EXERCISE REQUIREMENTS: The task calls for each line of the records below in which the word "white" appears.

*** Opening of SUPPLIED ENTRIES ***

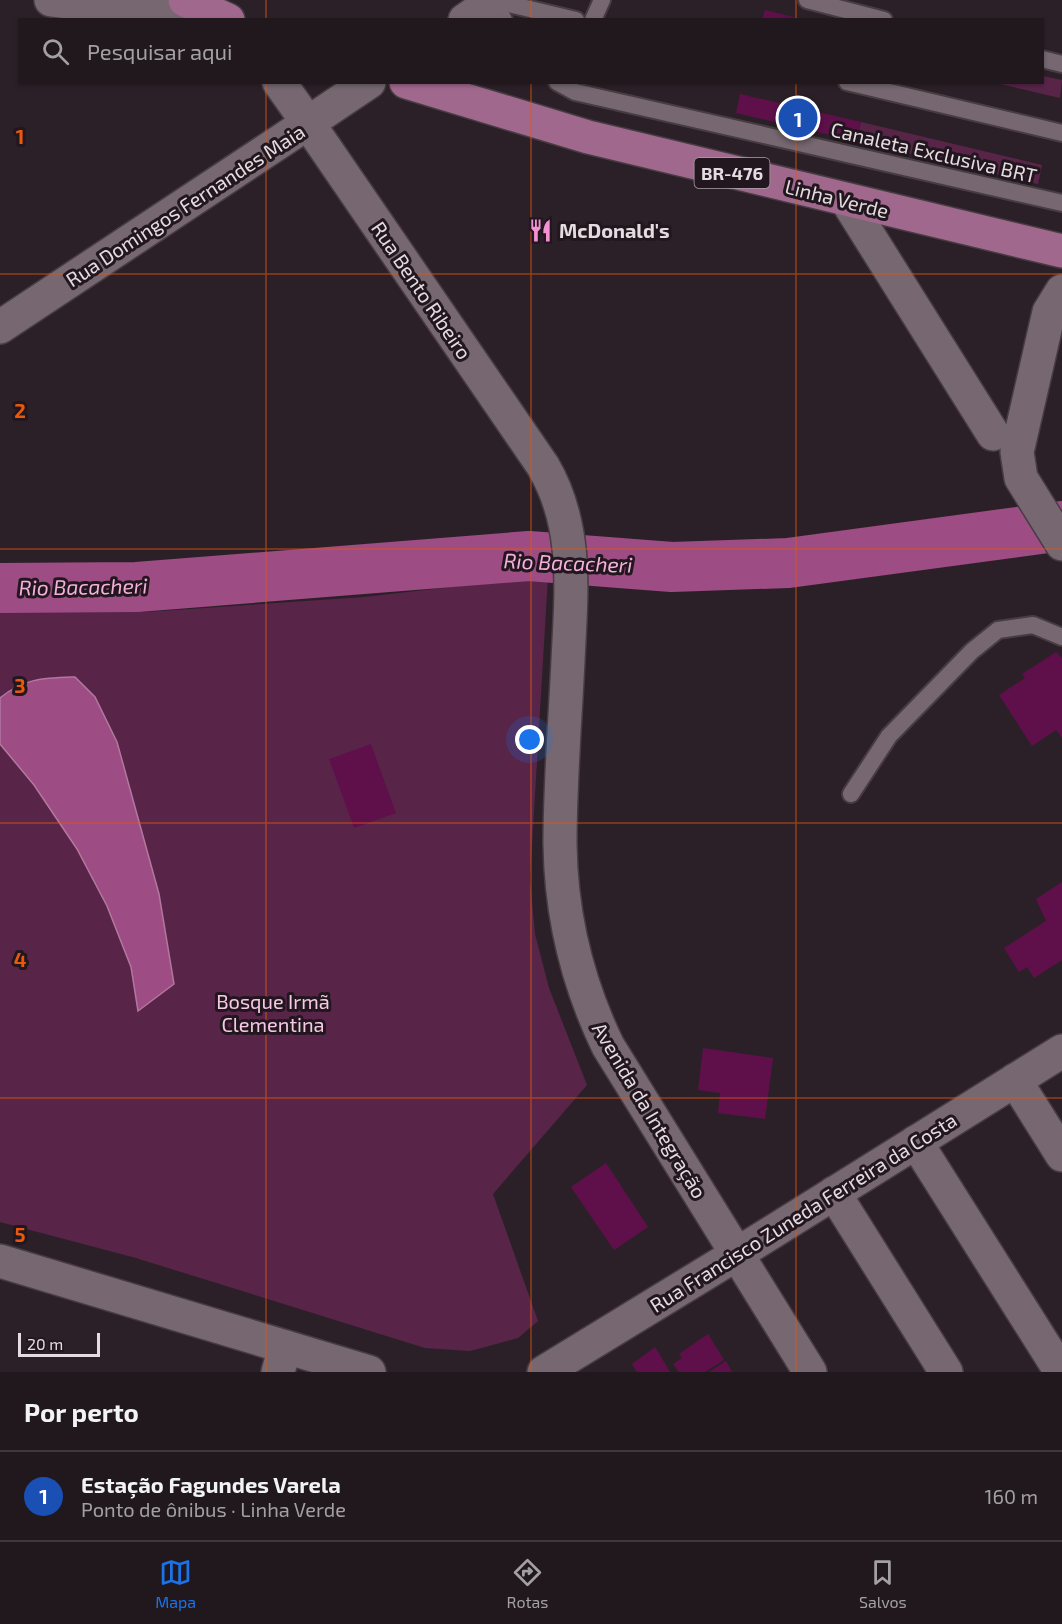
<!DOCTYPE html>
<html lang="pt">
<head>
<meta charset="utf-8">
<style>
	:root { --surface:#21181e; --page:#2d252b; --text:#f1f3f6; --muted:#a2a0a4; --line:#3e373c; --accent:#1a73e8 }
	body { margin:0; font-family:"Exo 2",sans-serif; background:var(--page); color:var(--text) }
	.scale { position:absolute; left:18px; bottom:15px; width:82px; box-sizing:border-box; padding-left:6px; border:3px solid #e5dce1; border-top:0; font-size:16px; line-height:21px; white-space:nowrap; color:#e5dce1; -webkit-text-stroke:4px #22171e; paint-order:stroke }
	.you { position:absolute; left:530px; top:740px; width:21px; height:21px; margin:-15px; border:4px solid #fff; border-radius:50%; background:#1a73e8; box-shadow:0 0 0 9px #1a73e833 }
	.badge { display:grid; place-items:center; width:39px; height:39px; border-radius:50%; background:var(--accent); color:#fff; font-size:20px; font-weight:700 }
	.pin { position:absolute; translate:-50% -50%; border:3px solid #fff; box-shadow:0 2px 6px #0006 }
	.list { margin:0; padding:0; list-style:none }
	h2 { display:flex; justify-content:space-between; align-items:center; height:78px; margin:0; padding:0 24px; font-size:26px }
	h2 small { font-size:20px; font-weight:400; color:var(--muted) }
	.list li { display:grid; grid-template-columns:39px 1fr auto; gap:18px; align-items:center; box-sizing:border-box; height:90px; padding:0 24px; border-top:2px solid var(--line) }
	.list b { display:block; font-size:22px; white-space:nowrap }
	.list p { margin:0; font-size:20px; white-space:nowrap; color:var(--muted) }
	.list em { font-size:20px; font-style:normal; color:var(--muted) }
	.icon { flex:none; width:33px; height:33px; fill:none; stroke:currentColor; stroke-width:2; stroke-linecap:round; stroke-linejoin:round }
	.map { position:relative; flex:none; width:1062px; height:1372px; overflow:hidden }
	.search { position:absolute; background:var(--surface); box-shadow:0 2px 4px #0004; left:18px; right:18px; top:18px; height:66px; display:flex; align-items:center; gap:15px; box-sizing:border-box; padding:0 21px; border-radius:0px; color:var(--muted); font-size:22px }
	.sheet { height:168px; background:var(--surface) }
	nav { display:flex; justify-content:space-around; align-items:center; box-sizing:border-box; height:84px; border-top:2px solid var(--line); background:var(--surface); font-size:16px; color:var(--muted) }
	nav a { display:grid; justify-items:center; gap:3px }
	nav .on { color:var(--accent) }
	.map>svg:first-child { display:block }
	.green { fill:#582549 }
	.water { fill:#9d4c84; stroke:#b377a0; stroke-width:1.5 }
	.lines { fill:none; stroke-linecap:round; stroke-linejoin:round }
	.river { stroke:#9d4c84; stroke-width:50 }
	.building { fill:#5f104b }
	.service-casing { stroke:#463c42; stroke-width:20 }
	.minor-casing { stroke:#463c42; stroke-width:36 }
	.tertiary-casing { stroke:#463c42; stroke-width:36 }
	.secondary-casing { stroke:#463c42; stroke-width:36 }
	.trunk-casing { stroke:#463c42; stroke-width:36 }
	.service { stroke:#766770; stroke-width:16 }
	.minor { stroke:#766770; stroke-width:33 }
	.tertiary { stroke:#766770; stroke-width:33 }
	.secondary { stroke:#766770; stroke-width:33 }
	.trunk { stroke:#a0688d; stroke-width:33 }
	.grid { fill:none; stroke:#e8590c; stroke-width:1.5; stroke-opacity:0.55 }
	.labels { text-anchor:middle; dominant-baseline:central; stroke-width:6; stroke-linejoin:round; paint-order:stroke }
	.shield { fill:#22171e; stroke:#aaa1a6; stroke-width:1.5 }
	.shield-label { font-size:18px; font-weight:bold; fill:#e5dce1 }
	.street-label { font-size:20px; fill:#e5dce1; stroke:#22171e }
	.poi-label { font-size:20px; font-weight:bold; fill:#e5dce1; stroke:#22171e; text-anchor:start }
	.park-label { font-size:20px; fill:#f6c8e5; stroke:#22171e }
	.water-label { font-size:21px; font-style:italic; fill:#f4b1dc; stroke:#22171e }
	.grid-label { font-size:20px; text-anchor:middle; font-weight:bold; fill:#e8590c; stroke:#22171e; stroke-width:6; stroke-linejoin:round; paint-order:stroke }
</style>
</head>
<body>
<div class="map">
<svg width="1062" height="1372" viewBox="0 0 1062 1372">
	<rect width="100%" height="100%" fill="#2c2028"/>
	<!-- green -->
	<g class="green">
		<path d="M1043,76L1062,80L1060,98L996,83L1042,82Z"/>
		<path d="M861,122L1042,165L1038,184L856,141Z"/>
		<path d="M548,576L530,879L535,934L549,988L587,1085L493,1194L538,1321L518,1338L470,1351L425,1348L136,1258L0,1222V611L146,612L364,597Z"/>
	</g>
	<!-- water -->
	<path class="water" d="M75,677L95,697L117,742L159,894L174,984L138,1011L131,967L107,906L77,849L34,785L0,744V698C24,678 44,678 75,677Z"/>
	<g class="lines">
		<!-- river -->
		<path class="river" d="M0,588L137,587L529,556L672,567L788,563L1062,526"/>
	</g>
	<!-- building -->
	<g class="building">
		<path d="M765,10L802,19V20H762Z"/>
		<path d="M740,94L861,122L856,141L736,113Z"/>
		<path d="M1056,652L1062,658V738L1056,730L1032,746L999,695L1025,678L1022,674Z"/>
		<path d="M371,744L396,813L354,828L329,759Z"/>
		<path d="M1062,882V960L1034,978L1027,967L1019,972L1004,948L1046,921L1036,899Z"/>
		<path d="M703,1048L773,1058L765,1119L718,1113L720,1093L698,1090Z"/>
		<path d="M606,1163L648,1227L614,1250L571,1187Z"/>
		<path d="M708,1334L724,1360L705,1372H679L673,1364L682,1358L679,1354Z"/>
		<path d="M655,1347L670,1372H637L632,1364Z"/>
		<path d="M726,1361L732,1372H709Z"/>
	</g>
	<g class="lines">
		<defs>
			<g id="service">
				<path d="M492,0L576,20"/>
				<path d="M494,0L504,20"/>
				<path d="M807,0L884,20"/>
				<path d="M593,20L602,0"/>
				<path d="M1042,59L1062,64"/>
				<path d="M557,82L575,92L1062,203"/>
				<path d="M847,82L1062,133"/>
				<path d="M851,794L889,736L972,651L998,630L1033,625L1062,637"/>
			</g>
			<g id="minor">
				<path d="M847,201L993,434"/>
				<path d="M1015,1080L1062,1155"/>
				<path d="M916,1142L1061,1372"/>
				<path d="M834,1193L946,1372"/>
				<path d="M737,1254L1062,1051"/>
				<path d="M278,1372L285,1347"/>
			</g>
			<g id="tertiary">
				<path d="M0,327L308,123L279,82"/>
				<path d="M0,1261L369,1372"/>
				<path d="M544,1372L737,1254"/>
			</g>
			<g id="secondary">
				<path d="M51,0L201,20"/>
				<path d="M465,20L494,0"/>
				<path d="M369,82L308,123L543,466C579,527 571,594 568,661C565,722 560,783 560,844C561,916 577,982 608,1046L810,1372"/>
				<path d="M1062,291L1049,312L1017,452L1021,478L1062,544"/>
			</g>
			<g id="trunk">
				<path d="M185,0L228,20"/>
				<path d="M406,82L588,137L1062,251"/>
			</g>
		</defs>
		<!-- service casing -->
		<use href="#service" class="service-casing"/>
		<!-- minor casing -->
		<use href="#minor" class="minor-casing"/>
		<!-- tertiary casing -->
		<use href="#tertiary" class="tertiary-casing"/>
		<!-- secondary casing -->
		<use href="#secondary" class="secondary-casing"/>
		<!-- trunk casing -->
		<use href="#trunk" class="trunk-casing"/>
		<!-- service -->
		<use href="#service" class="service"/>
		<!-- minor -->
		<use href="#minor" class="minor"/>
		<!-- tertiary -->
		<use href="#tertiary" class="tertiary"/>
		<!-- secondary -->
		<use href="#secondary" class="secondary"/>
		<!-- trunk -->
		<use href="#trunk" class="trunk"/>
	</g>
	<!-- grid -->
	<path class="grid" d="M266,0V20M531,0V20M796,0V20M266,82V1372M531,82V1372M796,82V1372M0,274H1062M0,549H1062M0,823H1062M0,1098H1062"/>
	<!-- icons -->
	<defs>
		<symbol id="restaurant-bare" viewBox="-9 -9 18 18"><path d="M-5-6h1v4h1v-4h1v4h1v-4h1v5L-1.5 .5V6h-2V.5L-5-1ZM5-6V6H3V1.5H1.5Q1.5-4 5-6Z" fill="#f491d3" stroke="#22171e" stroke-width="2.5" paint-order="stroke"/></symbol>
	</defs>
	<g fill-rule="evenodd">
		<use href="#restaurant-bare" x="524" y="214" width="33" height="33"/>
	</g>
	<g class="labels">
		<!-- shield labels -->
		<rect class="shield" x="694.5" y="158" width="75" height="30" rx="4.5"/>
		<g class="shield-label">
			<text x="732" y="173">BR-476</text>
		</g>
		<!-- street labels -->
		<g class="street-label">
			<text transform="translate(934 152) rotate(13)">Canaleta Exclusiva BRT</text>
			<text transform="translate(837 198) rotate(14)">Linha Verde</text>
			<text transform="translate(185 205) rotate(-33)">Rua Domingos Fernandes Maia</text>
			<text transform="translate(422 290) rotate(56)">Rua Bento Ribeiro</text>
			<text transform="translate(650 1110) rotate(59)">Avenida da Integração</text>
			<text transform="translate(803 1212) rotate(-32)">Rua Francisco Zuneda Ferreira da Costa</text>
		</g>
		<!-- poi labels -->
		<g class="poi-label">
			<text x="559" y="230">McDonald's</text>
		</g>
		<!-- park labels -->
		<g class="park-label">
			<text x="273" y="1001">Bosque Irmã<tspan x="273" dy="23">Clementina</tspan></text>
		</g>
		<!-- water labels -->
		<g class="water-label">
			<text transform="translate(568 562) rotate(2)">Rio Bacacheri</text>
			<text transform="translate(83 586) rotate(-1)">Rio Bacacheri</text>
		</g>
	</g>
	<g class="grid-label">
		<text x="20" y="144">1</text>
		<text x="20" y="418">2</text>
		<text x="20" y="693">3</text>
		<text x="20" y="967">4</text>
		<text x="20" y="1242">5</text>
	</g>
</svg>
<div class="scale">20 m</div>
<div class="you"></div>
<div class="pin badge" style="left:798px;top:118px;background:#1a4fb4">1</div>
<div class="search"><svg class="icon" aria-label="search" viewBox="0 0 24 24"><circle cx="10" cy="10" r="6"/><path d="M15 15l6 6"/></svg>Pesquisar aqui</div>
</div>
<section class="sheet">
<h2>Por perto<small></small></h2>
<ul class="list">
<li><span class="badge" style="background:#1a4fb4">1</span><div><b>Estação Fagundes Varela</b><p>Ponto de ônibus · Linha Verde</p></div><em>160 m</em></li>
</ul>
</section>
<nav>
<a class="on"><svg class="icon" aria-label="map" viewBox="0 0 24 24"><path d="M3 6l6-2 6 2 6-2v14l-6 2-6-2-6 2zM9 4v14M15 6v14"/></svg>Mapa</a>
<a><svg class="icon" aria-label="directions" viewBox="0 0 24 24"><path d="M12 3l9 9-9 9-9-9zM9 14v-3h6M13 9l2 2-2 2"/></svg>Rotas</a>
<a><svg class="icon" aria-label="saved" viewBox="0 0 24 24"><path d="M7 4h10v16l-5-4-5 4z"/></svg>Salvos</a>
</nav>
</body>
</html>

*** Close of SUPPLIED ENTRIES ***

TASK SOLUTION:
	.scale { position:absolute; left:18px; bottom:15px; width:82px; box-sizing:border-box; padding-left:6px; border:3px solid #e5dce1; border-top:0; font-size:16px; line-height:21px; white-space:nowrap; color:#e5dce1; -webkit-text-stroke:4px #22171e; paint-order:stroke }
	.list b { display:block; font-size:22px; white-space:nowrap }
	.list p { margin:0; font-size:20px; white-space:nowrap; color:var(--muted) }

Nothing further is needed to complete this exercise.